The ISM aims to demonstrate how the systems view of disease creates significant opportunities for the development of powerful new molecular diagnostic techniques designed to evaluate the health and transformation of cells toward disease, early detection of disease states and the early intervention needed to manipulate factors that cause disease.

Systems Medicine and Systems Biology are viewed in the scientific community as novel methods of understanding biology and approaching medicine. Systems Biology seeks to integrate different levels of information, studying the relationships and interactions between various parts of a biological system, to develop an understandable model of how biological systems function from the genetic level to the physiological level. While Systems Biology provides a holistic view of the health of an organism, Systems Medicine focuses on the causal, developmental, pathological and clinical aspects of disease from the molecular level to the physiological to the pathological level in a human.

Systems Medicine and Epigenomics

The ISM approach to Systems Medicine will include a focus on Epigenomics as the first wave of innovation that will define and distinguish the ISM. In order to understand the context in which epigenomic research will be addressed at the ISM, it is essential to first elucidate the significance of this field of biomedical research by distinguishing between genomics and epigenomics.

What is Epigenomics?

Epigenomics is a growing field of study that seeks to identify as well as elucidate the roles of chemicals and proteins that surround and adhere to DNA. Unlike genetic information, epigenetic information directs the time, space and manner in which genetic information will be used. This can explain reversible heritable changes in gene function that occur without a change in the DNA sequence.

Genomics is the study of an organism's genetic material, which delineates the blueprint for all proteins to be created by a living organism. The prevailing dogma of contemporary biomedical research is that changes or mutations in the DNA sequence of the human genome cause abnormal expression of genes and are thus at the root of human diseases. However, while various disease states have been linked to several genes, a significant proportion of genes have not displayed mutations in the DNA sequence that would explain human disease states.  Given that DNA sequence mutations are often absent in various disease states, the field of Epigenomics is a hotbed of biomedical study that the ISM will pursue with concentrated focus.

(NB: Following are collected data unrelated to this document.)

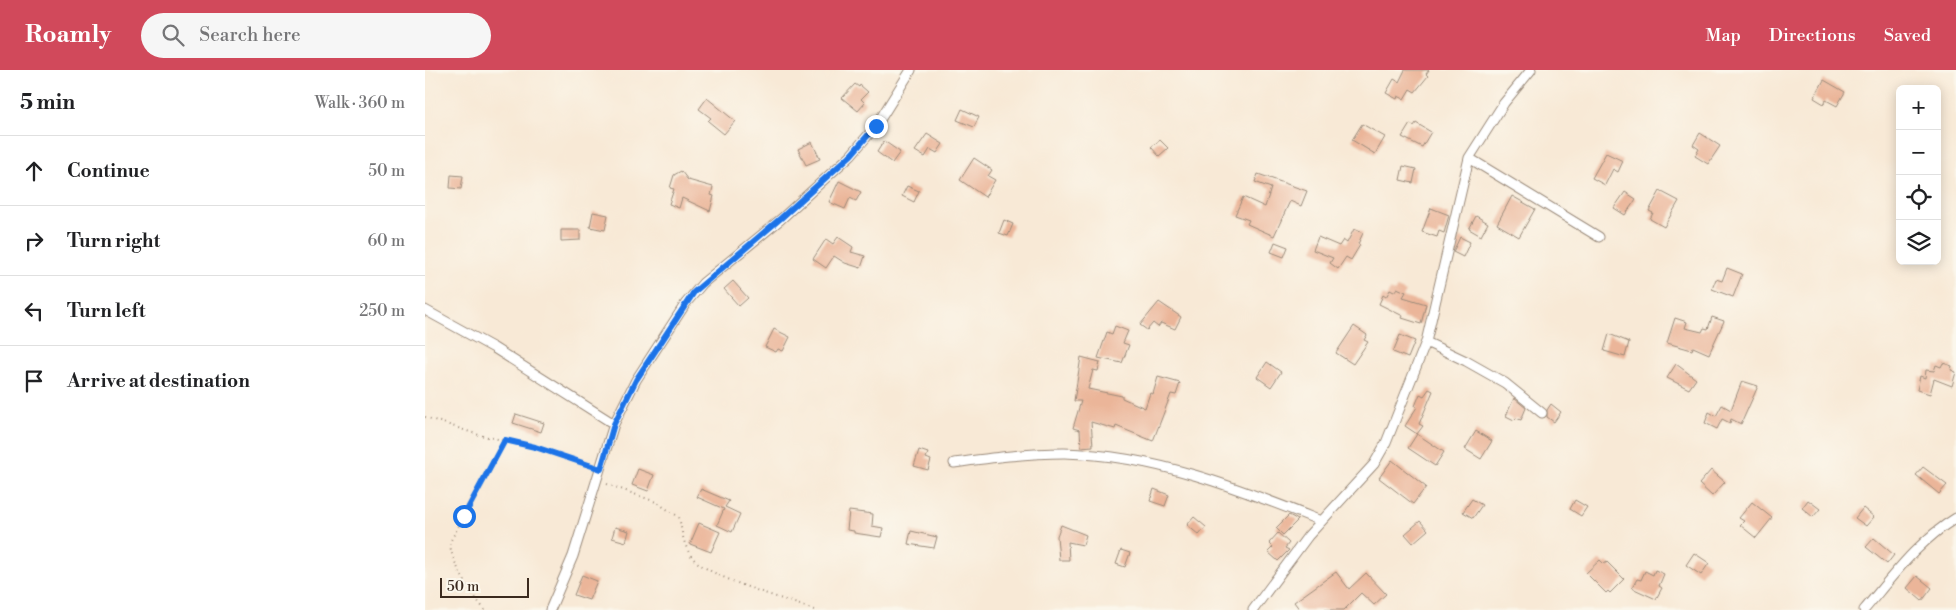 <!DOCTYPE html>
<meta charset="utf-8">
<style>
:root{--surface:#fff;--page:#f6f6f6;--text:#202124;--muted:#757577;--line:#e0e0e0;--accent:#d1495b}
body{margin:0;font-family:"Libre Bodoni",serif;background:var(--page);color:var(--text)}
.controls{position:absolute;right:15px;top:15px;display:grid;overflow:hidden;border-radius:8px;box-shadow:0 2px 12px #0003}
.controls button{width:45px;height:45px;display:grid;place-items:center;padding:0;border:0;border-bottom:1px solid var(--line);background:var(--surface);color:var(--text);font:25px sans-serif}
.scale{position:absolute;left:15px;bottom:12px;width:89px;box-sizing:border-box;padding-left:5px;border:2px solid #3b2a1e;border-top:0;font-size:14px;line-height:18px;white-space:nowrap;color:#3b2a1e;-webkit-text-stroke:4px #fbf7ec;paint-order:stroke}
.stop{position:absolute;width:15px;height:15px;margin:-11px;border:4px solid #1a73e8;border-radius:50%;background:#fff}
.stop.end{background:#1a73e8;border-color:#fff;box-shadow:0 1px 5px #0008}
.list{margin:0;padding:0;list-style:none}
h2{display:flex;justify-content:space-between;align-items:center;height:65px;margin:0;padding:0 20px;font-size:21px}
h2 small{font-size:16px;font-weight:400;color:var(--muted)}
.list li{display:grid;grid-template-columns:32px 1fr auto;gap:15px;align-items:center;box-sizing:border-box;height:70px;padding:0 20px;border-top:1px solid var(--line)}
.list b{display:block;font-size:19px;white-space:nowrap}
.list em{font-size:16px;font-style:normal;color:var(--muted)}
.icon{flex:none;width:28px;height:28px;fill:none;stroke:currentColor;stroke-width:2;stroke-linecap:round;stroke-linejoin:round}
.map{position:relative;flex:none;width:1531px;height:540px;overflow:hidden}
header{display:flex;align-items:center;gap:30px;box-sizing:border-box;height:70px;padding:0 25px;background:var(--accent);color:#fff}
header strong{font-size:24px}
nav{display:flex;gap:28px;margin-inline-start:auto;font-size:18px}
.search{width:350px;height:45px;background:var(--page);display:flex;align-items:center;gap:12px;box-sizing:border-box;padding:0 18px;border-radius:28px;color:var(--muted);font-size:19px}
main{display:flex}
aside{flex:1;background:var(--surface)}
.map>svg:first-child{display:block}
</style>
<header>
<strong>Roamly</strong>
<div class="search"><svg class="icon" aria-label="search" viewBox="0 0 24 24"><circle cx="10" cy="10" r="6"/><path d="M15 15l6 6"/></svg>Search here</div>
<nav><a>Map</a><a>Directions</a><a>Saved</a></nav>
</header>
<main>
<aside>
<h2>5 min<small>Walk · 360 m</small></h2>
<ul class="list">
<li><svg class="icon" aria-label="ahead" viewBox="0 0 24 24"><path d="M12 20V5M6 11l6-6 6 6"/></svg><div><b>Continue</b></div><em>50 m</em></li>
<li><svg class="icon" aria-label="right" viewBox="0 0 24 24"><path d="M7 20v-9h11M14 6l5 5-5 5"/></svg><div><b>Turn right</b></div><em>60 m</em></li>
<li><svg class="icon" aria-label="left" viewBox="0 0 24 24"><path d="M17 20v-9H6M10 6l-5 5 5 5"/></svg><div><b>Turn left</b></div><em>250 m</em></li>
<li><svg class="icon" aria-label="arrive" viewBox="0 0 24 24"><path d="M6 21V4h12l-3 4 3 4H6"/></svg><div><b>Arrive at destination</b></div></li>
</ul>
</aside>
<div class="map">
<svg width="1531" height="540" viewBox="0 0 1531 540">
<rect width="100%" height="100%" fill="#fbf7ec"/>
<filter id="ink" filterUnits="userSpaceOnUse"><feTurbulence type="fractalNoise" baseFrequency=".02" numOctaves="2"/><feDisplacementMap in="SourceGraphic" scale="10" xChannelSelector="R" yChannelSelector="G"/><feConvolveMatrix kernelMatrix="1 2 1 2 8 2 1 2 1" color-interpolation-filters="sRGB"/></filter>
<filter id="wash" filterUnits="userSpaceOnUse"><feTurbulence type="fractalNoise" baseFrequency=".0096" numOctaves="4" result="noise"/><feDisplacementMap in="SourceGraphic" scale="20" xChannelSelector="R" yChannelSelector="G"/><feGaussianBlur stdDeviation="1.12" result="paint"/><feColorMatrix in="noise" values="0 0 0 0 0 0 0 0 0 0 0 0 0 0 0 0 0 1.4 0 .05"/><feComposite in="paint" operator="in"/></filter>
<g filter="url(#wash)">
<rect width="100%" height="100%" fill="#f8e9d6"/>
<g id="blocks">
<path fill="#ebb599" d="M980,0H1004L1001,4L1003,6L990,22L985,19L979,29L973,26L972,29L961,23L969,9L974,12Z
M1399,10L1420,22L1412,36L1401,30L1399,34L1389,28Z
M430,14L434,17L435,15L443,22L436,29L440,33L433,41L417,28Z
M282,28L310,51L299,64L283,51L286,48L274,39Z
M537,39L554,47L549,57L532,50Z
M991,53L1006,62L997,77L977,67L985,54L989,56Z
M937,54L960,67L950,84L927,70Z
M1275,63L1295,76L1283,94L1270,86L1274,79L1268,75Z
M502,64L518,74L512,83L505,79L500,87L490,81Z
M735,70L743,78L734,86L726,77Z
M459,71L475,82L467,93L452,82Z
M387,72L395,89L381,95L373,79Z
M1181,83L1198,91L1193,102L1188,99L1180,115L1167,108Z
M549,88L567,100L563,106L570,110L560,127L535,110Z
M978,96L991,99L988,113L975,110Z
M256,101L263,110L288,117L286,125L289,126L285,141L257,128L254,138L244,134L249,119L245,118L249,105Z
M833,104L882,121L876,136L865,131L849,166L822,154L824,150L810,145L818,127L840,137L846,118L830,112Z
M26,105L38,106L36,119L25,118Z
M414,111L436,122L431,131L425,128L420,139L404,132Z
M482,116L494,121L489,132L477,126Z
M1235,121L1254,131L1239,157L1225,149L1228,143L1224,141Z
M1200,122L1211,129L1200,145L1189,138Z
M1087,126L1110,139L1094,167L1072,154Z
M1006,138L1024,145L1019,163L1014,161L1012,167L997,162Z
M168,142L183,145L180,160L165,157Z
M1051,146L1063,153L1056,166L1044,159Z
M579,150L588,154L583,166L574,163Z
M929,159L938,163L933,174L935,175L926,190L921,187L913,199L905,193L908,188L888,180L893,167L914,176L918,170L922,173Z
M136,160H155V170L136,171Z
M413,167L428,177L426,182L440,186L436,198L420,193L409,186L401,198L388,189L401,169L408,174Z
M1035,167L1045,172L1038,187L1028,182Z
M850,172L863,177L859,187L846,182Z
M1302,198L1317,204L1308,227L1287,219L1291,209L1297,211Z
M308,211L323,228L314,236L299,219Z
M972,218L981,222L978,227L1001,234L996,254L977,248L978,246L954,234L958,225L961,227L965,220L969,222Z
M734,232L756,247L750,259L736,253L733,257L728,253L722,260L715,255Z
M1287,247L1299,251L1284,284L1268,277L1267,280L1242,273L1250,248L1262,252L1260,258L1277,262L1279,258L1283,259Z
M690,256L703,261L698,273L704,275L697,293L673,288L682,262L687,264Z
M929,256L942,265L939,270L943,272L928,294L911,283Z
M349,259L365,267L358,281L353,279L351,282L340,277Z
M1184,264L1204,272L1200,287L1179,281Z
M975,265L990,271L983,288L968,282Z
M656,287L675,292L673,301L668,300L663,319L697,326V328L720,338L725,323L728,324L733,307L755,313L751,325L746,324L728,371L691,356L690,359L666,352L668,376L656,377L655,360L648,358L656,331H649Z
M842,292L856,302L846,317L832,307Z
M1518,293L1527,296L1526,300L1531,302L1527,316L1509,309L1505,324L1492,320L1495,306L1500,308L1501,300L1509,301L1511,295L1516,297Z
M1251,294L1271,309L1264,319L1242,308Z
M1317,311L1333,316L1316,354L1306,349L1305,353L1297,349L1292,359L1280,353L1284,342L1291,346L1297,335L1306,340Z
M1004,319L1008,321L994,354L998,356L992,364L1019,382L1010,396L983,378L992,364L980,356L992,337L990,336L995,324L999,326Z
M1089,328L1101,338L1096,350L1091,348L1089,350L1081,346Z
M1126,334L1136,342L1129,352L1122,347V340Z
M91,344L119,353L116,362L88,353Z
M1051,361L1067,371L1056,389L1040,379Z
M494,380L503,383L501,388L506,390L503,400L489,396Z
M967,390L1001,417L988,434L954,408Z
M1498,397L1522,415L1514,424L1491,405Z
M213,399L229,405L223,421L207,415Z
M1286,400L1300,412L1287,426L1274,414Z
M276,419L304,431L300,437L315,444L307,462L292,455L299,439L272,427Z
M729,419L744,425L740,436L725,431Z
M1047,429L1057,435L1048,448L1038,442Z
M1150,430L1162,437L1156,446L1145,439Z
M1383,430L1395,439L1388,447L1377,438Z
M1327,432L1347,448L1331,468L1315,455L1319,451L1314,448Z
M1438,438L1449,447L1441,456L1430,448Z
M424,441L448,444L447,456L458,458L456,467L429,463V461L422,460Z
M864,445L873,450L858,465L851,458Z
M769,447L781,457L774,465L762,455Z
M995,451L1003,460L988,473L980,464Z
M274,453L295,462L286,482L265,474Z
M636,455L661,465L658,475L643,472L644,490H634L632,466Z
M190,457L204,461L201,472L187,468Z
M486,461L512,467L509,478L483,474Z
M853,463L864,473L860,478L864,480L853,491L843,482L848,477L844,473Z
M1449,468L1469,485L1462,494L1441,477Z
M696,480L705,483L700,497L691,494Z
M1269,483L1284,493L1276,505L1261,495Z
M1175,490L1179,494L1182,492L1199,509L1185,523L1183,521L1181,523L1161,503Z
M1230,500L1239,504L1234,516L1237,518L1231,529L1207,518L1212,509L1216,510L1220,501L1228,505Z
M911,502L924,519L941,503L961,524L949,535L936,523L919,540H875L869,532Z
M157,505L172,511L164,530L149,525Z
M1492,506L1507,518L1497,531L1482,518Z"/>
</g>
</g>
<g filter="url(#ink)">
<use href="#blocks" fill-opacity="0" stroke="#9a8a7a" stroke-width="1"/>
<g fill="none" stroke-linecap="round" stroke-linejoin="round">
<defs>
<path id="minor" d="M1044,88L1174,167
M0,240L69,278L189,354
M1001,272L1041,291L1080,313L1117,343
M529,393C565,388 601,383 639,383C730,385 813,418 896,451
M125,540L148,486L189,354L211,310L261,233L278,213L356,149L426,85L451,56L486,0
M828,540L883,466L949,394L961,373L1001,272L1044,88L1079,33L1106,0
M1439,540C1467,507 1493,471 1531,448"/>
</defs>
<use href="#minor" stroke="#9a8a7a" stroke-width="11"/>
<path stroke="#9a8a7a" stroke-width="2" stroke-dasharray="1 4" stroke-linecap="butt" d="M0,347L54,365L110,377L165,395
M182,414L231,432L254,447C257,461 258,475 267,487C283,508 361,529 389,540
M60,540C47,525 25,491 25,472L80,370"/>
<use href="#minor" stroke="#fff" stroke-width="9"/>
</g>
</g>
<g fill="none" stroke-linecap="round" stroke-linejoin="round" filter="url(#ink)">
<path stroke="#1a73e8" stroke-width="6" d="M39,446L80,370L110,377L176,399L189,354L211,310L269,222L356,148L426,85L451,56"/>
</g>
</svg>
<div class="controls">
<button>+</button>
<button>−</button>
<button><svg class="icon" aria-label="locate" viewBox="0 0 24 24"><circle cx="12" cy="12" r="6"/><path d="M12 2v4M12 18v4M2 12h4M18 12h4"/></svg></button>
<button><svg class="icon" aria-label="layers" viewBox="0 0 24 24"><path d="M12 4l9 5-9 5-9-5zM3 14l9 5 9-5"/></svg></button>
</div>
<div class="scale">50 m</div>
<div class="stop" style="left:39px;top:446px"></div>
<div class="stop end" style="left:451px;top:56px"></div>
</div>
</main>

Identical Twins and Disease

A perplexing epigenetic question surrounds the development of disease within identical twins. In many cases, researchers and clinicians are able to identify the cause of a disease, such as myeloma, within one identical sibling and not the other sibling. Given the identical genomic composition of both individuals, it is hypothesized that epigenomic changes must be causing the development of the illness. An understanding of these changes, using the healthy sibling for comparison, can lead to greater understanding of the genesis of this and other diseases.

The study of Epigenomics at the ISM will provide an opportunity to explain the role of environmental factors and geographic trends in disease status. Moreover, the reversible nature of epigenomic changes opens the door to preventative and interventional approaches that may be applied to obstruct disease progression.

The ISM envisions Epigenomics as a key first wave of innovation. These efforts will entail research that is both collaborative and additive to the fields of Genomics and Systems Medicine, among others. Some of the early research topics anticipated in the area of Epigenomics may include:

• Epigenomic Diagnostics and Therapeutic Technology: Develop novel technologies to apply to newly identified diagnostics and therapeutics.
• Chromosomal/Genomic/Epigenomic Analysis of Disease: Correlate changes in the genome and epigenome to the development of disease.
• Environmental Impact on Epigenome and Disease: Investigate the environmental toxicology of changes in the epigenome and correlate to the development of disease.